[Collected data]

------------------------------------------------------------

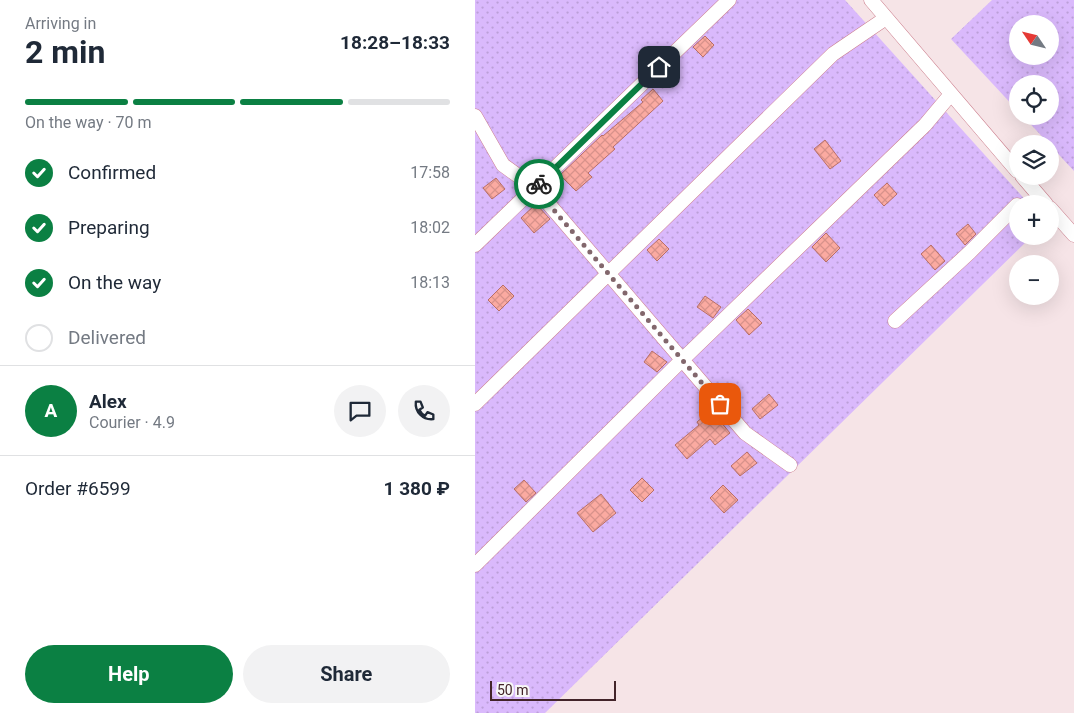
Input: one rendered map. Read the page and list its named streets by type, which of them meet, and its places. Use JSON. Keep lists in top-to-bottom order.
{
  "scale_bar": "50 m",
  "north": "top left",
  "page": {
    "heading": ["2 min", "Arriving in", "18:28–18:33"],
    "panel": [
      "Alex",
      "Courier · 4.9",
      "Order #6599",
      "1 380 ₽"
    ],
    "map_buttons": ["+", "−"],
    "bar": "On the way · 70 m",
    "list": [
      ["Confirmed", "17:58"],
      ["Preparing", "18:02"],
      ["On the way", "18:13"],
      "Delivered"
    ],
    "round": "A",
    "buttons": ["Help", "Share"],
    "scale": "50 m"
  }
}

------------------------------------------------------------

(Problem to solve)
What is needed is every entry written out word for word, with no pictures.

(Output)
Input: one rendered map. Read the page and list its named streets by type, which of them meet, and its places. Use JSON. Keep lists in top-to-bottom order.
{
  "scale_bar": "50 m",
  "north": "top left",
  "page": {
    "heading": ["2 min", "Arriving in", "18:28–18:33"],
    "panel": [
      "Alex",
      "Courier · 4.9",
      "Order #6599",
      "1 380 ₽"
    ],
    "map_buttons": ["+", "−"],
    "bar": "On the way · 70 m",
    "list": [
      ["Confirmed", "17:58"],
      ["Preparing", "18:02"],
      ["On the way", "18:13"],
      "Delivered"
    ],
    "round": "A",
    "buttons": ["Help", "Share"],
    "scale": "50 m"
  }
}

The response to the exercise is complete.